Why Nukuí Is Different From Every Other Destination I Photograph
Most destination wedding locations exist within some framework of tourism infrastructure: hotels that cater to international visitors, vendors who understand what a wedding photographer needs, access roads or airports that connect to major hubs. Nukuí has almost none of this. The town is a Wounaan and Embera indigenous community. The ecolodges that operate nearby are small, family-run, and oriented toward ecological tourism. The people who end up there are researchers, birders, surfers, and a very small number of photographers who are willing to figure out the logistics.
That absence of tourism infrastructure is exactly what makes the photography extraordinary. When I photograph a couple on a Nukuí beach, there is no competing context in the frame. No other hotel in the background. No beach umbrellas. No boats with other tourists. The jungle behind the beach is primary, meaning it has never been logged. The beach itself is inhabited by sea turtles and visited by humpbacks who come close enough to photograph from the shore. This is the reality of where Nukuí sits, and no amount of post-processing can manufacture that reality in any other location.
Getting There and Why That Matters
The flight from Medellín to Nukuí takes about 40 minutes in a small propeller aircraft, usually a Cessna Caravan or similar. The Medellín to Nukuí route operates through El Carano Airport in Quibdó or directly with charter operators from Enrique Olaya Herrera airport. Schedule reliability varies with weather: the Pacific coast cloud patterns are real, and building two buffer days into the trip is not optional.
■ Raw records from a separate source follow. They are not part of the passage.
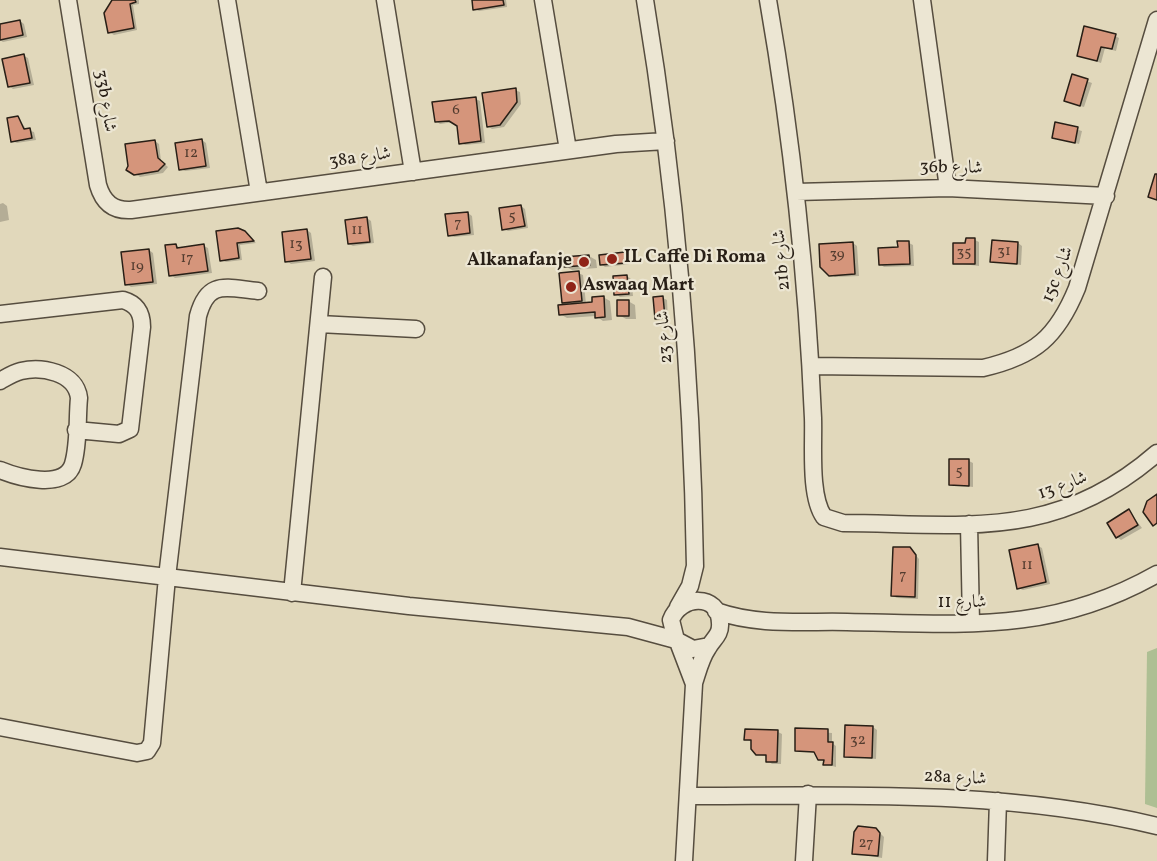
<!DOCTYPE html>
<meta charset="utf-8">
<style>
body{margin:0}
canvas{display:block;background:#e1d8bb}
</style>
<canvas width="1157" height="861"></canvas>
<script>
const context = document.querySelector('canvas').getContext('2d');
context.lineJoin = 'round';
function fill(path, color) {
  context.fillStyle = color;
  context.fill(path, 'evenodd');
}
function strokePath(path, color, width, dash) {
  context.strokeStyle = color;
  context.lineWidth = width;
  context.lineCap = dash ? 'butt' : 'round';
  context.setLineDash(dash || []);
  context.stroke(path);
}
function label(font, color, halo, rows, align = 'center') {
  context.font = font + ' Vollkorn,Amiri,serif';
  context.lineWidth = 4.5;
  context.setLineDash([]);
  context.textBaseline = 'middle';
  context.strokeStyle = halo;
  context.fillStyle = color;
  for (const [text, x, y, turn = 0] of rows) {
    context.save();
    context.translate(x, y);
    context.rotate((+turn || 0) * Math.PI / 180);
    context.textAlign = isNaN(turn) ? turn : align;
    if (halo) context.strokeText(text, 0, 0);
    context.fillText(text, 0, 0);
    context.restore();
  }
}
fill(new Path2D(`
 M1157,648v160l-12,-4 2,-152z`), '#aebf93');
fill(new Path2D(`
 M114,0h25v4l-6,1 4,25 -23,5 -5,-3z
 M473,0h33l1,7 -28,4 -5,-2z
 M20,21l4,3 3,13 -24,5 -3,-2v-15z
 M1115,36l4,2 -3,13 -11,-3 -4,15 -23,-8z
 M24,56l4,2 6,27 -21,4 -4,-3z
 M1073,76l19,7 -8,24 -14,-4z
 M515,90l5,2 1,12 -17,23 -12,2 -4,-3z
 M476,99l4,2 5,42 -20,2 -4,-2 -2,-18 -5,-3 -14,2 -4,-3z
 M18,118l9,12 7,2 2,8 -19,3 -5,-2z
 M1056,124l26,7 -3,13 -25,-7z
 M202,140l4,3 4,25 -25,3 -5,-2z
 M155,141l4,3 2,17 7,6 -5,6 -23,4 -12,-8z
 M3,203l4,3 2,14 -9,2v-18z
 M521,206l4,3 3,19 -20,3 -5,-2z
 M468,213l4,3 2,19 -20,2 -5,-2z
 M367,218l4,3 3,22 -21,3 -4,-2z
 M307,230l4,3 4,28 -24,3 -4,-3z
 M245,232l11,11 -16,2 2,15 -16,2 -5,-2z
 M975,240l4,2v24l-25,-3 13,-18z
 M853,243l4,3 2,30 -24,1 -5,-3z
 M909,243l4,2 1,21 -30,1 -4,-3z
 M1018,243l4,3 -1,19 -29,-4z
 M176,245l4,3 24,-2 4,2 4,25 -37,5 -4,-3z
 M149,250l4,3 4,31 -26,3 -4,-3z
 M625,254l4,2 1,8 -25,3 -4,-3z
 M589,256l7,4 1,8 -25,2 -7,-4v-8z
 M578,273l5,2 3,29 8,-1 9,-6 7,4 2,19 -9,1 -7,-5 -29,2 -7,-4 10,-9 -6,-3z
 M627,276l4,3 2,17 -13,1 -4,-3z
 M663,298l4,2 1,20 -11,-2z
 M628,301l7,4 1,14h-10l-7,-4z
 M969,461l4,2v24l-23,-3z
 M1129,511l13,17 -21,12 -4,-3z
 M1038,546l4,2 8,36 -27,6 -5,-2z
 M910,549l9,10 -1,40 -21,-1 -4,-2z
 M873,727l4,3 -1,29 -31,-3z
 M797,730l35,3v10l4,3v21l-11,-3 -8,-11 -21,-3z
 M778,732l4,2 -1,30h-9l-4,-3v-4l-11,-3 -5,-12 -6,-3z
 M876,829l8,8 -2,21 -29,-5z`), '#0003');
const building = new Path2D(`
 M112,0h23l1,2 -6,2 4,24 -26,5 -4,-20z
 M472,0h31l1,5 -31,5z
 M20,20l3,15 -23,5v-16z
 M1084,26l32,8 -4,15 -11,-2 -4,14 -20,-5z
 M24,54l6,29 -22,4 -6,-28z
 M1072,74l16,5 -8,27 -16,-5z
 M516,88l1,14 -17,23 -13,2 -5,-34z
 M476,97l5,44 -22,3 -2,-18 -8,-5 -14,1 -3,-20z
 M18,116l6,13 6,-1 2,10 -21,4 -4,-24z
 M1055,122l23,5 -3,16 -23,-5z
 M202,139l4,27 -27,4 -4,-27z
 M155,140l3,18 7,6 -7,7 -24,4 -8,-5 2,-4 -3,-22z
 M1155,174h2v26l-9,-3z
 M521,205l4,21 -23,4 -3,-22z
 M468,212l2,21 -22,3 -3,-22z
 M367,217l3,25 -22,2 -3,-24z
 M238,228l7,3 9,10 -17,2 2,15 -19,3 -4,-30z
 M307,229l4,30 -26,3 -3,-30z
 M966,238h9v26h-22v-21h12z
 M992,240l26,2 -1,22 -27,-2z
 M897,241h12l1,23 -31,1 -1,-17 20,-1z
 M853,242l2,32 -26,2 -9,-9 -1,-23z
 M176,244l1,4 27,-4 4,27 -39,5 -4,-31z
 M149,249l4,33 -28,3 -4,-33z
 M625,252l1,11 -26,2 -1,-10z
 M589,255l1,10 -26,2 -1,-10z
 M579,271l3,30 -20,2 -3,-30z
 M627,275l2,19 -15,1 -1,-19z
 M604,296l1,21 -10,1v-6l-36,3 -1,-10 34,-3v-5z
 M663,296l2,22 -10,1 -2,-22z
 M617,300h12v16h-12z
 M949,459h20v27l-20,-1z
 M1157,494v29l-4,3 -10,-14 4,-11z
 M1129,509l9,16 -22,13 -9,-15z
 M1038,544l8,38 -29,7 -8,-39z
 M893,547h17l6,8 -1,42 -24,-1z
 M845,725l28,1 -1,32 -28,-1z
 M795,728l33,1v13h5l-1,23h-9l1,-5h-6l-4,-8 -19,-1z
 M745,729l33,1 -1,32h-11v-7h-10l-5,-6v-9h-7z
 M858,826l18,2 4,5 -2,23 -26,-2 2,-22z`);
fill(building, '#d5957b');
strokePath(building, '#281f16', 1.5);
const minor = new Path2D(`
 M68,0l30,185c5,17 15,26 33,25l485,-66 50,-3
 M227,0l32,192
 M385,0l28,172
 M543,0l25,150
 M645,0c31,187 47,376 50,566l-5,20 -12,21
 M768,0c24,138 39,278 45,418 1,26 -4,78 11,99l19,6c124,1 213,18 314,-70
 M922,0l26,188
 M796,192l152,-4 158,8
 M0,314l123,-14c14,4 19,13 19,27l-12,102 -11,5 -43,-4
 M319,324l97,5
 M811,366l172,2c52,-12 74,-31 94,-80l80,-268
 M0,381c7,-4 13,-8 21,-10 20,-5 55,1 58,27 -2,20 0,46 -6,66 -8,27 -56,13 -73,6
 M969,524l2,99
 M0,557l409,49 219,21 48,13
 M292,593l31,-316
 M716,611c42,15 87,10 131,11 116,2 204,12 310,-48
 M678,642l16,42 -10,177
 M694,683c4,-12 7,-25 14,-35 5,-9 13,-13 12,-25 -1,-30 -40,-28 -49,-3l5,20 17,9 16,-3
 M0,727l137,26 10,-2 5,-8 15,-166 31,-261c10,-37 28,-28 60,-25
 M688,796c157,0 315,-7 469,30
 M804,861l4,-67
 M996,861l2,-60`);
strokePath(minor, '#564d3f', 19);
strokePath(minor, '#ece6d3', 16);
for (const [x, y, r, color] of [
 [612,259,6,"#8f2418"],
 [584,262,6,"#8f2418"],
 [571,287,6,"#8f2418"]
]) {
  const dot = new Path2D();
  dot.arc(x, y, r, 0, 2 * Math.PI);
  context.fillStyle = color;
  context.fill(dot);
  strokePath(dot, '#ece6d3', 2);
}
label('15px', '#533c2f', null, [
 ["6",456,111],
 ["12",191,154],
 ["5",512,217],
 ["7",458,224],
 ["11",357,231],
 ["13",296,245],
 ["31",1004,252],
 ["35",964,253],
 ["39",837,255],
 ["17",187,259],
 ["19",137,267],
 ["5",959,472],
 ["11",1027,566],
 ["7",903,576],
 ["32",858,741],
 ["27",866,844]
]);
label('18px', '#281f16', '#ece6d3', [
 ["33b شارع",104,101,81],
 ["38a شارع",360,159,-8],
 ["36b شارع",951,169,1],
 ["21b شارع",783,260,-95],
 ["15c شارع",1059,275,-69],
 ["شارع 23",666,337,-94],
 ["شارع 13",1063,487,-20],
 ["شارع 11",962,604],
 ["28a شارع",955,779,3]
]);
label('bold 18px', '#281f16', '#ece6d3', [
 ["IL Caffe Di Roma",624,259],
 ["Alkanafanje",572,262,"right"],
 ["Aswaaq Mart",583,287]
], 'left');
</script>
The inaccessibility is part of what keeps Nukuí from being discovered. Every additional logistical barrier keeps it exactly as it is.
I have learned to embrace the uncertainty of Pacific coast scheduling rather than fight it. Buffer days become rest days. Rest days become local exploration that sometimes produces unexpected photographs. The couples who have done Nukuí elopements with me have all said the same thing: the unpredictability of the logistics was part of the experience, and the photographs were worth every uncertainty.
Who This Is Right For
Nukuí is not for couples who want the most convenient version of a destination elopement. It is for couples who want the most extraordinary one, and who are willing to accept the logistical reality that comes with that. The accommodation is ecolodge standard: comfortable beds, cold freshwater showers, no air conditioning, outstanding local food. The environment is primary jungle, which means insects, humidity, and wildlife. The tradeoff is complete and total privacy, a setting that has no global equivalent for wedding photography, and a gallery that will not look like any other destination wedding photographs in any other couple’s Instagram feed.
I book no more than four Nukuí elopements per year. Partly because the logistics require significant preparation time, and partly because I want to limit the footprint that a photographer’s repeat visits create in a place this ecologically sensitive. The couples who come here get my full attention, a custom scouted itinerary, and photographs that reflect where they actually chose to get married. That specificity is what I think a destination elopement photographer is supposed to deliver.